───── Excerpted data
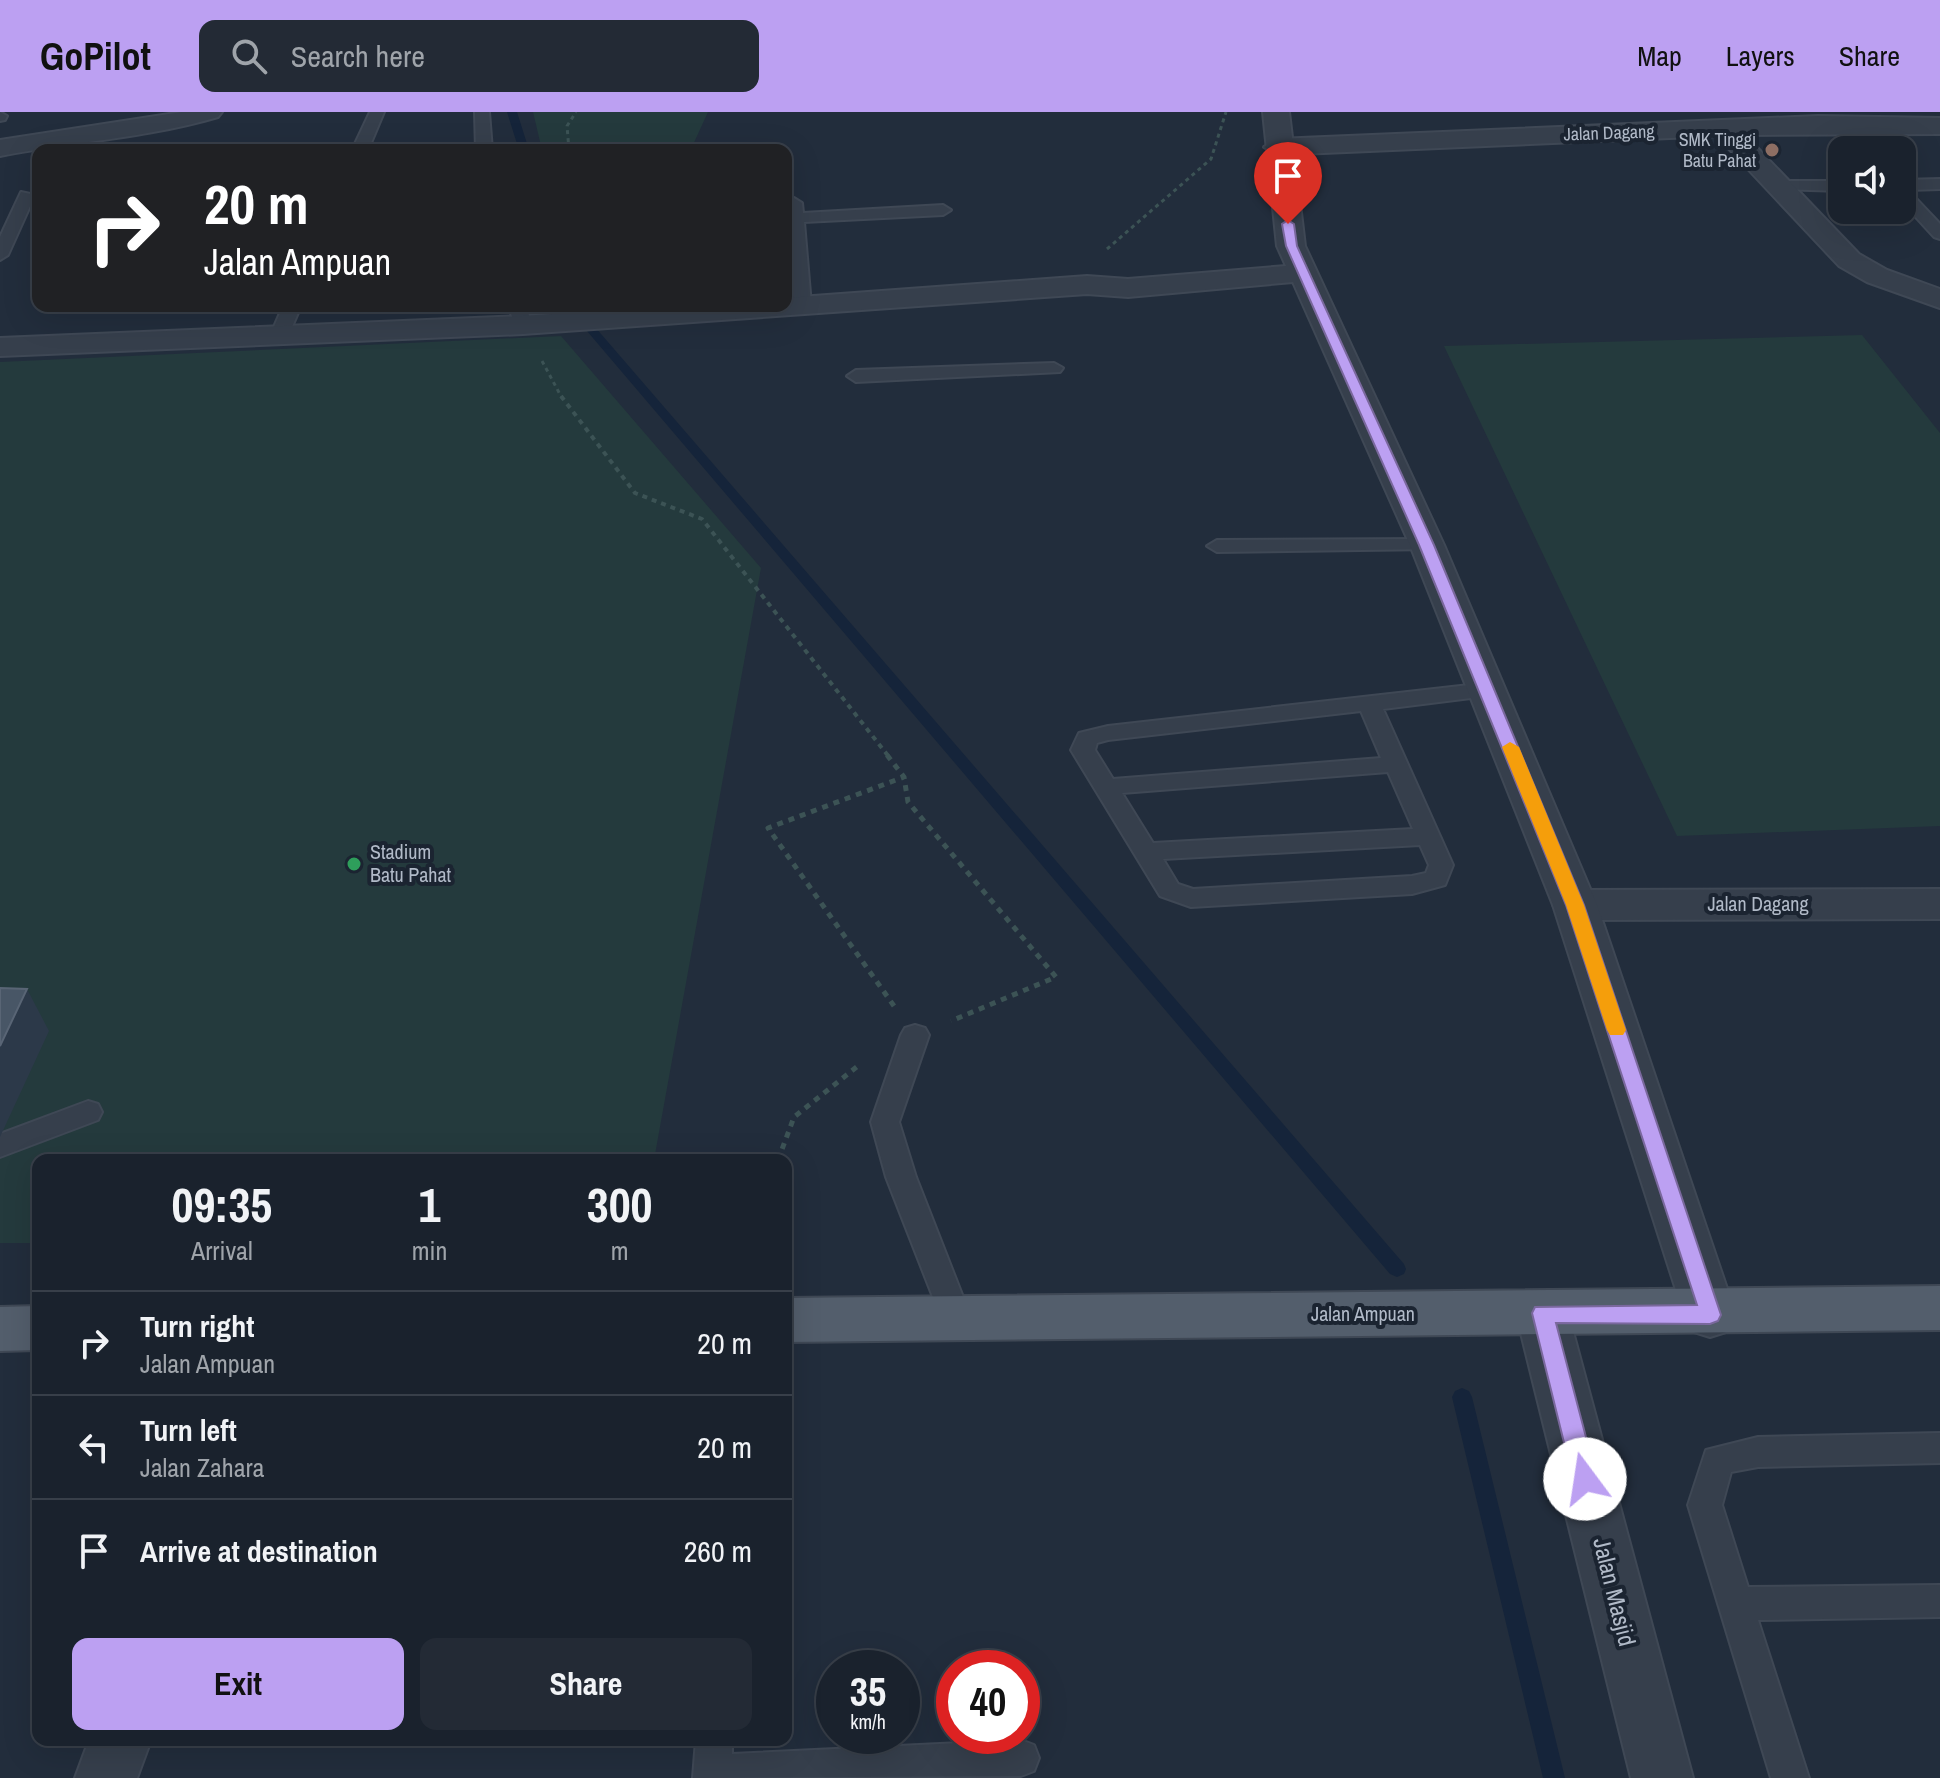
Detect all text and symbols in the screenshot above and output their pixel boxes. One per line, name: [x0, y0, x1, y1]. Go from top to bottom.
search box: [199, 20, 759, 92]
text: GoPilot: [40, 31, 151, 82]
icon: search: [227, 34, 271, 78]
text: Search here: [291, 36, 425, 76]
text: Map: [1637, 37, 1682, 75]
text: Layers: [1726, 37, 1795, 75]
text: Share: [1839, 37, 1900, 75]
street label: Jalan Dagang: [1563, 118, 1656, 147]
place label: SMK Tinggi Batu Pahat: [1679, 127, 1756, 173]
map controls: [1828, 136, 1916, 224]
button: sound: [1828, 136, 1916, 224]
marker: SMK Tinggi Batu Pahat: [1763, 141, 1781, 159]
pin: [1254, 142, 1322, 224]
icon: arrive: [1266, 154, 1310, 198]
text: 20 m: [204, 166, 309, 241]
icon: right: [72, 176, 176, 280]
text: Jalan Ampuan: [204, 238, 391, 286]
place label: Stadium Batu Pahat: [370, 838, 452, 888]
marker: Stadium Batu Pahat: [345, 855, 363, 873]
street label: Jalan Dagang: [1707, 890, 1809, 917]
text: 09:35: [172, 1172, 272, 1237]
text: 1: [419, 1172, 440, 1237]
text: 300: [587, 1172, 652, 1237]
text: Arrival: [191, 1233, 253, 1268]
text: min: [412, 1233, 447, 1268]
text: m: [611, 1233, 629, 1268]
street label: Jalan Ampuan: [1311, 1300, 1415, 1327]
text: Turn right: [140, 1306, 254, 1346]
icon: right: [72, 1321, 116, 1365]
text: 20 m: [697, 1323, 752, 1363]
text: Jalan Ampuan: [140, 1346, 275, 1381]
text: Turn left: [140, 1410, 237, 1450]
icon: left: [72, 1425, 116, 1469]
text: 20 m: [697, 1427, 752, 1467]
position arrow: [1543, 1437, 1627, 1521]
text: Jalan Zahara: [140, 1450, 264, 1485]
icon: arrive: [72, 1529, 116, 1573]
text: Arrive at destination: [140, 1531, 378, 1571]
text: 260 m: [684, 1531, 752, 1571]
street label: Jalan Masjid: [1586, 1534, 1644, 1649]
button: Exit: [72, 1638, 404, 1730]
button: Share: [420, 1638, 752, 1730]
speed limit sign: 40: [936, 1650, 1040, 1754]
text: 35: [850, 1665, 886, 1718]
text: km/h: [850, 1708, 886, 1735]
──────────
| What needs to be done |
Reproduce the data above word for word and omit the images.

| Answer area |
Detect all text and symbols in the screenshot above and output their pixel boxes. One per line, name: [x0, y0, x1, y1]. Go from top to bottom.
search box: [199, 20, 759, 92]
text: GoPilot: [40, 31, 151, 82]
icon: search: [227, 34, 271, 78]
text: Search here: [291, 36, 425, 76]
text: Map: [1637, 37, 1682, 75]
text: Layers: [1726, 37, 1795, 75]
text: Share: [1839, 37, 1900, 75]
street label: Jalan Dagang: [1563, 118, 1656, 147]
place label: SMK Tinggi Batu Pahat: [1679, 127, 1756, 173]
map controls: [1828, 136, 1916, 224]
button: sound: [1828, 136, 1916, 224]
marker: SMK Tinggi Batu Pahat: [1763, 141, 1781, 159]
pin: [1254, 142, 1322, 224]
icon: arrive: [1266, 154, 1310, 198]
text: 20 m: [204, 166, 309, 241]
icon: right: [72, 176, 176, 280]
text: Jalan Ampuan: [204, 238, 391, 286]
place label: Stadium Batu Pahat: [370, 838, 452, 888]
marker: Stadium Batu Pahat: [345, 855, 363, 873]
street label: Jalan Dagang: [1707, 890, 1809, 917]
text: 09:35: [172, 1172, 272, 1237]
text: 1: [419, 1172, 440, 1237]
text: 300: [587, 1172, 652, 1237]
text: Arrival: [191, 1233, 253, 1268]
text: min: [412, 1233, 447, 1268]
text: m: [611, 1233, 629, 1268]
street label: Jalan Ampuan: [1311, 1300, 1415, 1327]
text: Turn right: [140, 1306, 254, 1346]
icon: right: [72, 1321, 116, 1365]
text: 20 m: [697, 1323, 752, 1363]
text: Jalan Ampuan: [140, 1346, 275, 1381]
text: Turn left: [140, 1410, 237, 1450]
icon: left: [72, 1425, 116, 1469]
text: 20 m: [697, 1427, 752, 1467]
position arrow: [1543, 1437, 1627, 1521]
text: Jalan Zahara: [140, 1450, 264, 1485]
icon: arrive: [72, 1529, 116, 1573]
text: Arrive at destination: [140, 1531, 378, 1571]
text: 260 m: [684, 1531, 752, 1571]
street label: Jalan Masjid: [1586, 1534, 1644, 1649]
button: Exit: [72, 1638, 404, 1730]
button: Share: [420, 1638, 752, 1730]
speed limit sign: 40: [936, 1650, 1040, 1754]
text: 35: [850, 1665, 886, 1718]
text: km/h: [850, 1708, 886, 1735]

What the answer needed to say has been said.